Reputation: 1165
a = tensor([[ 1, 2, 3, 4, 5],
[ 6, 7, 8, 8, 10],
[11, 12, 13, 14, 15]])
I have a torch
tensor and I need to index a tensor c
such that c = [[3], [8], [13]]
So I did c = a[:,[2]]
which gave me the expected answer, but it still failed on the autograder.
The autograder uses a check function as follows -
def check(orig, actual, expected):
expected = torch.tensor(expected)
same_elements = (actual == expected).all().item() == 1
same_storage = (orig.storage().data_ptr() == actual.storage().data_ptr())
return same_elements and same_storage
print('c correct:', check(a, c, [[3], [8], [13]]))
I tried debugging it and it turns out that same_storage
is false, I don't understand why orig.storage().data_ptr() == actual.storage().data_ptr()
should be True
, and how it makes a difference.
Update
I was able to get the correct answer by doing c = a[:, 2:3]
instead of c = a[:, [2]]
what is the difference?
Upvotes: 1
Views: 3308
Reputation: 12837
PyTorch allows tensor to be a "view" of an existing tensor, such that it shares the same underlying data with its base tensor, thus avoiding explicit data copy to be able to perform fast and memory efficient operations.
As mentioned in the Tensor View docs,
When accessing the contents of a tensor via indexing, PyTorch follows Numpy behaviors that basic indexing returns views, while advanced indexing returns a copy.
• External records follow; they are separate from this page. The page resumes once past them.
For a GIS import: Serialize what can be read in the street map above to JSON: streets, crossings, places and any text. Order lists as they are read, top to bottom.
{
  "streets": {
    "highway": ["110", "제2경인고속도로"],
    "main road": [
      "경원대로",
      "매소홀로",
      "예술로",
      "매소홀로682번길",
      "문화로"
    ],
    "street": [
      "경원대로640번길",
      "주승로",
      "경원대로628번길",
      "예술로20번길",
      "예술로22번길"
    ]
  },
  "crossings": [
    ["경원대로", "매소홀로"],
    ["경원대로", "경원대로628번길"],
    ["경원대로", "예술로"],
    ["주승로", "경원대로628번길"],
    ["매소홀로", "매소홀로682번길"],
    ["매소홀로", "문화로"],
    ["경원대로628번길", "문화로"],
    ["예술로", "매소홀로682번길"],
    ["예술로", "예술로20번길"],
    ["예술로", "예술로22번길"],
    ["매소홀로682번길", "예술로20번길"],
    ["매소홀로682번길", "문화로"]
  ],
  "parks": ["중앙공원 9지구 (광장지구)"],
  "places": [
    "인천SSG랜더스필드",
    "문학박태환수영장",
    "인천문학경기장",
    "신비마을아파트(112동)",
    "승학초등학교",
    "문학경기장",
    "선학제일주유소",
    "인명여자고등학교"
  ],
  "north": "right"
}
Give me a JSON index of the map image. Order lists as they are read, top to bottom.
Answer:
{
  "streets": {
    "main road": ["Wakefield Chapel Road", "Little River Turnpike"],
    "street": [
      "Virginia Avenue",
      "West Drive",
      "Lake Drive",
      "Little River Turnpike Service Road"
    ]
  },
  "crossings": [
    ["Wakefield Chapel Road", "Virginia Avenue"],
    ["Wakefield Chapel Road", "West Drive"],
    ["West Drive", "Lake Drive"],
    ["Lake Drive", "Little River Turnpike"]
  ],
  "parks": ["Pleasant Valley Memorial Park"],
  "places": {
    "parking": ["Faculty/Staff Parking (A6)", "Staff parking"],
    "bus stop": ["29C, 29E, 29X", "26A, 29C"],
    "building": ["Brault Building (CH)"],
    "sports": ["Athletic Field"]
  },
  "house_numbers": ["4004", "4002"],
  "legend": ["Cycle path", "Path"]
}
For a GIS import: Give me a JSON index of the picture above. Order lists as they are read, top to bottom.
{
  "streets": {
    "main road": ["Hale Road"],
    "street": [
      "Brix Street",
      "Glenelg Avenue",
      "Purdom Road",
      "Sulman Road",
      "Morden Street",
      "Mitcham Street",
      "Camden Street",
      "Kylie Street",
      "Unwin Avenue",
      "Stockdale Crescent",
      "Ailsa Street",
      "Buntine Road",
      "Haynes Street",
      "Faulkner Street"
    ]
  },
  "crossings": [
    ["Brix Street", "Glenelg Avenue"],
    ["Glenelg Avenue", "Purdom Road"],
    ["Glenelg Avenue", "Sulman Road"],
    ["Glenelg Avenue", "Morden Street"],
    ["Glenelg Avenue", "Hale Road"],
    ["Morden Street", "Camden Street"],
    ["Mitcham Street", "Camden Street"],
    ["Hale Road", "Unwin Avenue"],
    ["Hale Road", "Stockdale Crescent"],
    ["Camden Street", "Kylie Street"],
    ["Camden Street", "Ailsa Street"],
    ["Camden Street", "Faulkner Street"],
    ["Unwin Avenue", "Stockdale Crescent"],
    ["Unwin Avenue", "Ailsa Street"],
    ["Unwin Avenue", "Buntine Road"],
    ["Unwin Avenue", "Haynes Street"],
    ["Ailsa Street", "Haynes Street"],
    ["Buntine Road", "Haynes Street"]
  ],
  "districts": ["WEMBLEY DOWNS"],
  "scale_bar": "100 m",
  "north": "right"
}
In your example, c = a[:, 2:3]
is basic indexing, while, c = a[:, [2]]
is advanced indexing. That's why a view is created in the first case only. Thus, .storage().data_ptr()
gives same result.
You can read about basic and advanced indexing in Numpy indexing docs.
Advanced indexing is triggered when the selection object, obj, is a non-tuple sequence object, an ndarray (of data type integer or bool), or a tuple with at least one sequence object or ndarray (of data type integer or bool).